Prompt: Once you reach the line containing "inset:0; background:#cccac5; transform-origin:0" in the data below, restate each line word for word up to and including the one containing "display:flex; align-items:center; gap:12px;".
-----
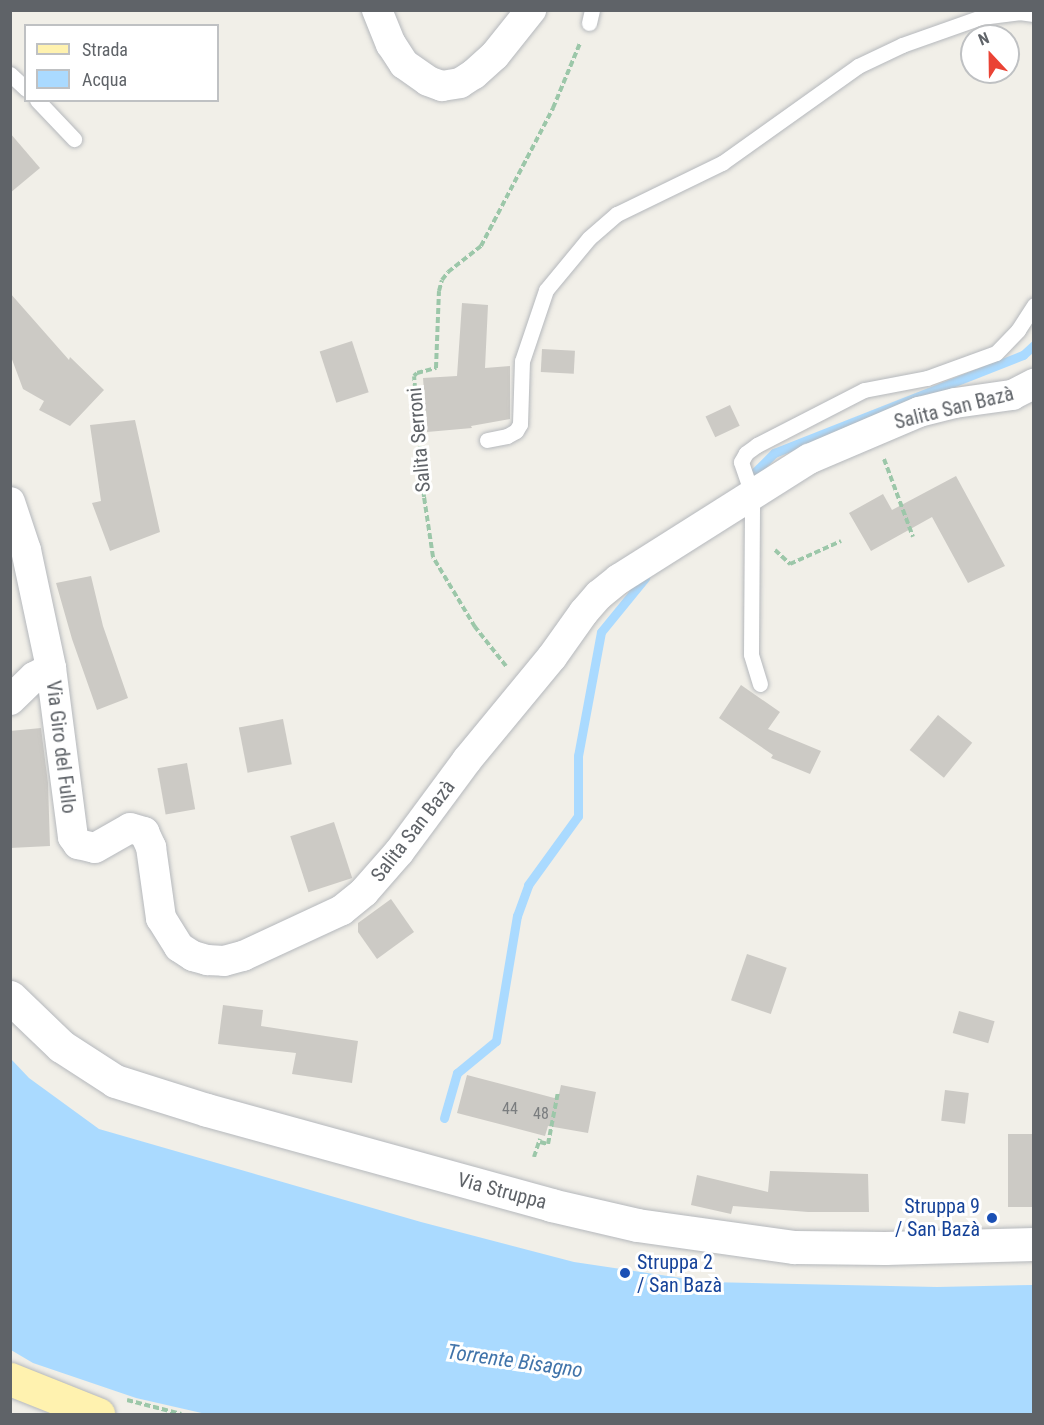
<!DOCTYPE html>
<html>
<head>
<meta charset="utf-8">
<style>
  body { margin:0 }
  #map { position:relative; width:1044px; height:1425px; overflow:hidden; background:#f1efe8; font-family:"Roboto Condensed",sans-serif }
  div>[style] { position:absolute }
  .water>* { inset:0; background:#aadaff }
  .stream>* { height:9px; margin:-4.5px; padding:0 4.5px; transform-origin:4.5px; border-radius:4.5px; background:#aadaff }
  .building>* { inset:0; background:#cccac5; transform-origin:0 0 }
  .path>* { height:4px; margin-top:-2px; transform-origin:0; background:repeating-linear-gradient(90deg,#9cc7a9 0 6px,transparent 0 9px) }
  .roads { filter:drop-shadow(0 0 2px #b5b8bc) drop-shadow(0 0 2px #b5b8bc) }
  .lane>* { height:15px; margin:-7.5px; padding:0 7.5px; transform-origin:7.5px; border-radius:7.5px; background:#fff }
  .street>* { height:30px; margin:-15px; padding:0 15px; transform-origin:15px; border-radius:15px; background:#fff }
  .secondary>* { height:33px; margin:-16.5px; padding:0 16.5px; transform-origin:16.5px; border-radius:16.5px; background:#fff }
  .primary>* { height:33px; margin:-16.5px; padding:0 16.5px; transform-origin:16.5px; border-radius:16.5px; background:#fff2af }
  .dots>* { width:16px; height:16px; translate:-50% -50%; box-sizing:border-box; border:3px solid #fff; border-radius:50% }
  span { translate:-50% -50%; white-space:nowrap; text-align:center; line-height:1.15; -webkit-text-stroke:6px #fff; paint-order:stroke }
  .number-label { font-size:16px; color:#7a7d7f }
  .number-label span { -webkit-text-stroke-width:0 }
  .street-label { font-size:20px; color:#5f6368 }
  .transit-label { font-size:20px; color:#164399 }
  .right { translate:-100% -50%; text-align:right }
  .left { translate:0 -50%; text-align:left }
  .water-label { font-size:21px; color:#4174aa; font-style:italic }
  .frame { position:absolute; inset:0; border:12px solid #5f6368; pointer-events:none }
  .legend { position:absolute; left:24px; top:24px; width:195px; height:78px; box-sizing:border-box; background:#fff; border:2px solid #bfc1c3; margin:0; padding:8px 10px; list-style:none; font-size:18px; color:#5f6368 }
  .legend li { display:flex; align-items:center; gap:12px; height:30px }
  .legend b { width:30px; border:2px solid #bfc1c3 }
  .north { position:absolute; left:960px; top:24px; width:60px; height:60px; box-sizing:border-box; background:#fff; border:2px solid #bfc1c3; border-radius:50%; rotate:338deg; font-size:16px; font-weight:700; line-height:24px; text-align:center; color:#5f6368 }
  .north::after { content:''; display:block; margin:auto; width:21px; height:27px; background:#ea4335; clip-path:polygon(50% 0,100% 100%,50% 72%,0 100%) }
</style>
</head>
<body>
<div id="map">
  <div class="water">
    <i style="clip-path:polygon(11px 1059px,29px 1078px,99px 1129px,421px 1222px,574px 1262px,708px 1282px,937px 1287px,1033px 1285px,1033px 1414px,206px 1414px,136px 1398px,33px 1363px,11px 1350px)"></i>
  </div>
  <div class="stream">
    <i style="left:746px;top:481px;width:40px;rotate:-45deg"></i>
    <i style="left:774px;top:453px;width:268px;rotate:-21.5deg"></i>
    <i style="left:1023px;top:355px;width:15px;rotate:-42deg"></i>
    <i style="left:444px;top:1118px;width:47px;rotate:-73.9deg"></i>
    <i style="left:457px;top:1073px;width:50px;rotate:-39.4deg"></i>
    <i style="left:496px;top:1041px;width:127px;rotate:-80.5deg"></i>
    <i style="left:517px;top:916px;width:33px;rotate:-70deg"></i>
    <i style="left:528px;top:885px;width:85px;rotate:-54.1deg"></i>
    <i style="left:578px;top:816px;width:60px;rotate:-90deg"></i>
    <i style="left:578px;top:756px;width:126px;rotate:-79.5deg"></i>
    <i style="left:601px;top:632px;width:70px;rotate:-50.8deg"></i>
  </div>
  <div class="building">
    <i style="clip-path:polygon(10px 133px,40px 168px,10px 193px)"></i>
    <i style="clip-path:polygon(10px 293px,69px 360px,70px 357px,104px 390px,70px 426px,39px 410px,44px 401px,23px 389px,10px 354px)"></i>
    <i style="clip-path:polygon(462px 303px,488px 305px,485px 368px,510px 366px,510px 419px,471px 426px,472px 428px,427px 432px,423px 378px,457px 376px)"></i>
    <i style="left:352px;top:341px;width:54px;height:34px;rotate:72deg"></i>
    <i style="left:542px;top:349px;width:33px;height:23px;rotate:3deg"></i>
    <i style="left:730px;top:405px;width:23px;height:27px;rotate:65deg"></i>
    <i style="clip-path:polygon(135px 420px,160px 532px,110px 551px,92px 503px,101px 501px,90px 425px)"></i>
    <i style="clip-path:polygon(956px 476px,1005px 566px,968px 583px,932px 517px,871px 551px,849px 513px,883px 494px,892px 510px)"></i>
    <i style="clip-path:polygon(91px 576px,103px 626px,128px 698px,97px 710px,72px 639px,56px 583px)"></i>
    <i style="clip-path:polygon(741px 685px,780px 712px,768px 729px,821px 751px,810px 774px,771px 758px,773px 755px,719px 718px)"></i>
    <i style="left:938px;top:715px;width:44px;height:45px;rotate:39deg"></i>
    <i style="left:283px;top:719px;width:46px;height:45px;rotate:79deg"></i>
    <i style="clip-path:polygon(41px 728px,48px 783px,50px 846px,10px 848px,10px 731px)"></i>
    <i style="left:187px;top:763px;width:47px;height:30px;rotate:80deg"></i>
    <i style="left:334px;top:822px;width:59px;height:46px;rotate:72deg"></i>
    <i style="clip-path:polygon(391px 899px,414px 932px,377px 959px,358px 932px,358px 923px)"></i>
    <i style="left:747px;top:954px;width:42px;height:49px;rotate:19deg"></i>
    <i style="clip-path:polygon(223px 1005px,263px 1010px,261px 1026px,358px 1041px,352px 1083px,292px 1074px,296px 1053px,218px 1044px)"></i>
    <i style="left:959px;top:1011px;width:37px;height:23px;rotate:16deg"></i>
    <i style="clip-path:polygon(467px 1075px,558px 1099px,561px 1085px,596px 1092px,588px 1133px,548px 1126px,545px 1136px,457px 1113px)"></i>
    <i style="left:945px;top:1090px;width:24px;height:31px;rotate:7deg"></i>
    <i style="left:1034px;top:1134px;width:73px;height:26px;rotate:90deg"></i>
    <i style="clip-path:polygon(770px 1171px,868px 1174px,869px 1212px,808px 1212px,733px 1206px,731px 1214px,691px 1205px,697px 1175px,768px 1192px)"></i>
  </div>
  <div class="path">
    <i style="left:884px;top:459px;width:83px;rotate:69.6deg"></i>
    <i style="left:775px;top:550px;width:21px;rotate:43deg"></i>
    <i style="left:790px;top:564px;width:56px;rotate:-24.3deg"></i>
    <i style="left:506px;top:666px;width:50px;rotate:-128.5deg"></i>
    <i style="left:475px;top:627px;width:82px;rotate:-121deg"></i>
    <i style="left:433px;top:557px;width:61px;rotate:-98.5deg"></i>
    <i style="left:424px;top:497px;width:121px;rotate:-94.7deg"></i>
    <i style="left:414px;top:376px;width:4px;rotate:-45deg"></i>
    <i style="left:417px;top:373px;width:20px;rotate:-15deg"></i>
    <i style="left:436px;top:368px;width:77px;rotate:-87.8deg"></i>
    <i style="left:439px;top:291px;width:11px;rotate:-75deg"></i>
    <i style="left:442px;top:280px;width:10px;rotate:-53deg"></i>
    <i style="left:448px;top:272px;width:42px;rotate:-38.2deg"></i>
    <i style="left:481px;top:246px;width:156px;rotate:-62.4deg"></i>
    <i style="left:553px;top:108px;width:70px;rotate:-67.4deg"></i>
    <i style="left:540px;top:1142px;width:8px;rotate:14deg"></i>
    <i style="left:548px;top:1144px;width:53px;rotate:-79.1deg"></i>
    <i style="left:534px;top:1157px;width:19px;rotate:-72deg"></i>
    <i style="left:127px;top:1400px;width:56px;rotate:14.5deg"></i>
  </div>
  <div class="roads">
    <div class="lane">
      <i style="left:589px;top:23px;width:13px;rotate:-77deg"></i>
      <i style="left:10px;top:74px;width:22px;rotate:43deg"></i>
      <i style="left:37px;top:100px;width:54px;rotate:46.5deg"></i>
      <i style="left:487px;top:440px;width:20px;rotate:-11deg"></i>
      <i style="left:507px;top:436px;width:10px;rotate:-29deg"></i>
      <i style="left:516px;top:431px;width:8px;rotate:-60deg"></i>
      <i style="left:520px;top:424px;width:63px;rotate:-88.2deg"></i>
      <i style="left:522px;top:361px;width:75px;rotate:-71.3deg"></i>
      <i style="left:546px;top:290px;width:67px;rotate:-50.4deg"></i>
      <i style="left:589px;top:238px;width:37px;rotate:-41deg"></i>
      <i style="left:617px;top:214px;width:117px;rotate:-25.9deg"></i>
      <i style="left:722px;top:163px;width:167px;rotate:-35.5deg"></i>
      <i style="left:858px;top:66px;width:49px;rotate:-25.5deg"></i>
      <i style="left:902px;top:45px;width:84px;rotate:-19.5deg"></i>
      <i style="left:981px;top:17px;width:38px;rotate:-7deg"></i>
      <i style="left:1019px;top:12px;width:15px;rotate:8deg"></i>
      <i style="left:760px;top:684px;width:31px;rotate:-107deg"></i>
      <i style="left:751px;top:654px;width:160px;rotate:-89.6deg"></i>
      <i style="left:752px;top:494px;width:34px;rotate:-109deg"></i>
      <i style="left:741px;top:462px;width:10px;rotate:-61deg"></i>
      <i style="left:746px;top:453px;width:14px;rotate:-36deg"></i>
      <i style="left:757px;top:445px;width:120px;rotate:-27.2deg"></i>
      <i style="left:864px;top:390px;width:64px;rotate:-10.8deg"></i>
      <i style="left:927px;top:378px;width:73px;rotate:-19.9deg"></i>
      <i style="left:996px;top:353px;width:32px;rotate:-46deg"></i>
      <i style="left:1018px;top:330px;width:30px;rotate:-57deg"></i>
    </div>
    <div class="street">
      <i style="left:377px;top:10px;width:37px;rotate:68deg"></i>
      <i style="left:391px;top:44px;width:24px;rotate:57deg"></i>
      <i style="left:404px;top:64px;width:29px;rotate:35deg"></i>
      <i style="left:428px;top:81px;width:15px;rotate:20deg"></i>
      <i style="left:442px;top:86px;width:18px;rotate:-9deg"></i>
      <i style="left:460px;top:83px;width:17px;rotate:-33deg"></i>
      <i style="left:474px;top:74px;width:28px;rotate:-42deg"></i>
      <i style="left:495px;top:55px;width:58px;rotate:-51.3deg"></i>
      <i style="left:10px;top:502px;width:51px;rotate:71.6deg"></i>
      <i style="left:26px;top:550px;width:121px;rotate:78deg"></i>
      <i style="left:51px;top:668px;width:19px;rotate:152deg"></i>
      <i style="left:34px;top:677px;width:33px;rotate:136deg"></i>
      <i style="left:51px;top:668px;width:170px;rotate:82.6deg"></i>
      <i style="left:73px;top:837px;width:9px;rotate:54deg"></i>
      <i style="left:78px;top:844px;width:17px;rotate:13deg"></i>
      <i style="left:95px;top:848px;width:40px;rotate:-29.7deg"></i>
      <i style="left:130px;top:828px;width:15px;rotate:16deg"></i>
      <i style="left:144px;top:832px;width:17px;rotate:65deg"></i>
      <i style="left:151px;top:847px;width:72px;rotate:82deg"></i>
      <i style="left:161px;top:918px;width:34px;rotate:58deg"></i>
      <i style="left:179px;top:947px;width:17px;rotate:33deg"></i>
      <i style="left:193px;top:956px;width:15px;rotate:16deg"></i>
      <i style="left:207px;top:960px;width:17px;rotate:3deg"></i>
      <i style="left:224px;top:961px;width:20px;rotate:-15deg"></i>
      <i style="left:243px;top:956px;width:109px;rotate:-24.9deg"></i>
      <i style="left:342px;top:910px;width:28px;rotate:-39deg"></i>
      <i style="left:364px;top:892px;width:53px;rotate:-48.8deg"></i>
      <i style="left:399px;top:852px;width:114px;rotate:-53.5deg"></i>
      <i style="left:467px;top:760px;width:134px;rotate:-50.5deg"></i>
      <i style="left:552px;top:657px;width:55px;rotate:-54.6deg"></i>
      <i style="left:584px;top:612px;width:23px;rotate:-49deg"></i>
      <i style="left:599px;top:595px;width:26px;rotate:-39deg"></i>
      <i style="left:619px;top:579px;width:225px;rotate:-32.3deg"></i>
      <i style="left:809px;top:459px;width:120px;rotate:-23.1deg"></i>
      <i style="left:919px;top:412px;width:37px;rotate:-14deg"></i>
      <i style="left:955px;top:403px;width:58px;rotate:-8deg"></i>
      <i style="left:1012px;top:395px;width:25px;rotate:-27deg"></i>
    </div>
    <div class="secondary">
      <i style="left:10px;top:997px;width:71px;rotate:43.9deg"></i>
      <i style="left:61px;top:1046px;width:64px;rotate:32.9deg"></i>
      <i style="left:115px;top:1081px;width:96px;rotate:17.5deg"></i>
      <i style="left:207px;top:1110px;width:357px;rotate:15.4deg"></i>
      <i style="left:551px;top:1205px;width:88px;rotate:13.1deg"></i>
      <i style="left:637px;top:1225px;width:159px;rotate:8deg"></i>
      <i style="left:794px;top:1247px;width:91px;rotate:0.6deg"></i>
      <i style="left:885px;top:1248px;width:149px;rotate:-1.5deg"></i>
    </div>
    <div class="primary">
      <i style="left:10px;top:1379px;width:95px;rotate:21.7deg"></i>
    </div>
  </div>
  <div class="dots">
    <i style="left:992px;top:1218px;background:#1a4fb4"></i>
    <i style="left:625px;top:1273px;background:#1a4fb4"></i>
  </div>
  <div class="number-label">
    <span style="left:510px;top:1109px">44</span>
    <span style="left:541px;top:1114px">48</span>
  </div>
  <div class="street-label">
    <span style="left:954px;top:408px;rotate:-14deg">Salita San Bazà</span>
    <span style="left:419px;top:440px;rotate:-95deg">Salita Serroni</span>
    <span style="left:61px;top:747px;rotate:83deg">Via Giro del Fullo</span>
    <span style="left:413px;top:831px;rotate:-52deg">Salita San Bazà</span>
    <span style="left:502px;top:1191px;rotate:15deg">Via Struppa</span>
  </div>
  <div class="transit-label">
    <span class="right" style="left:980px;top:1218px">Struppa 9<br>/ San Bazà</span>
    <span class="left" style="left:637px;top:1274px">Struppa 2<br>/ San Bazà</span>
  </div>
  <div class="water-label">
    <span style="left:515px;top:1361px;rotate:8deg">Torrente Bisagno</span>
  </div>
  <div class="frame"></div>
  <ul class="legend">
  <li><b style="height:8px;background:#fff2af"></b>Strada</li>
  <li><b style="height:16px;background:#aadaff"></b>Acqua</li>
  </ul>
  <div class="north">N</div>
</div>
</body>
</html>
-----
Written reply:
  .building>* { inset:0; background:#cccac5; transform-origin:0 0 }
  .path>* { height:4px; margin-top:-2px; transform-origin:0; background:repeating-linear-gradient(90deg,#9cc7a9 0 6px,transparent 0 9px) }
  .roads { filter:drop-shadow(0 0 2px #b5b8bc) drop-shadow(0 0 2px #b5b8bc) }
  .lane>* { height:15px; margin:-7.5px; padding:0 7.5px; transform-origin:7.5px; border-radius:7.5px; background:#fff }
  .street>* { height:30px; margin:-15px; padding:0 15px; transform-origin:15px; border-radius:15px; background:#fff }
  .secondary>* { height:33px; margin:-16.5px; padding:0 16.5px; transform-origin:16.5px; border-radius:16.5px; background:#fff }
  .primary>* { height:33px; margin:-16.5px; padding:0 16.5px; transform-origin:16.5px; border-radius:16.5px; background:#fff2af }
  .dots>* { width:16px; height:16px; translate:-50% -50%; box-sizing:border-box; border:3px solid #fff; border-radius:50% }
  span { translate:-50% -50%; white-space:nowrap; text-align:center; line-height:1.15; -webkit-text-stroke:6px #fff; paint-order:stroke }
  .number-label { font-size:16px; color:#7a7d7f }
  .number-label span { -webkit-text-stroke-width:0 }
  .street-label { font-size:20px; color:#5f6368 }
  .transit-label { font-size:20px; color:#164399 }
  .right { translate:-100% -50%; text-align:right }
  .left { translate:0 -50%; text-align:left }
  .water-label { font-size:21px; color:#4174aa; font-style:italic }
  .frame { position:absolute; inset:0; border:12px solid #5f6368; pointer-events:none }
  .legend { position:absolute; left:24px; top:24px; width:195px; height:78px; box-sizing:border-box; background:#fff; border:2px solid #bfc1c3; margin:0; padding:8px 10px; list-style:none; font-size:18px; color:#5f6368 }
  .legend li { display:flex; align-items:center; gap:12px; height:30px }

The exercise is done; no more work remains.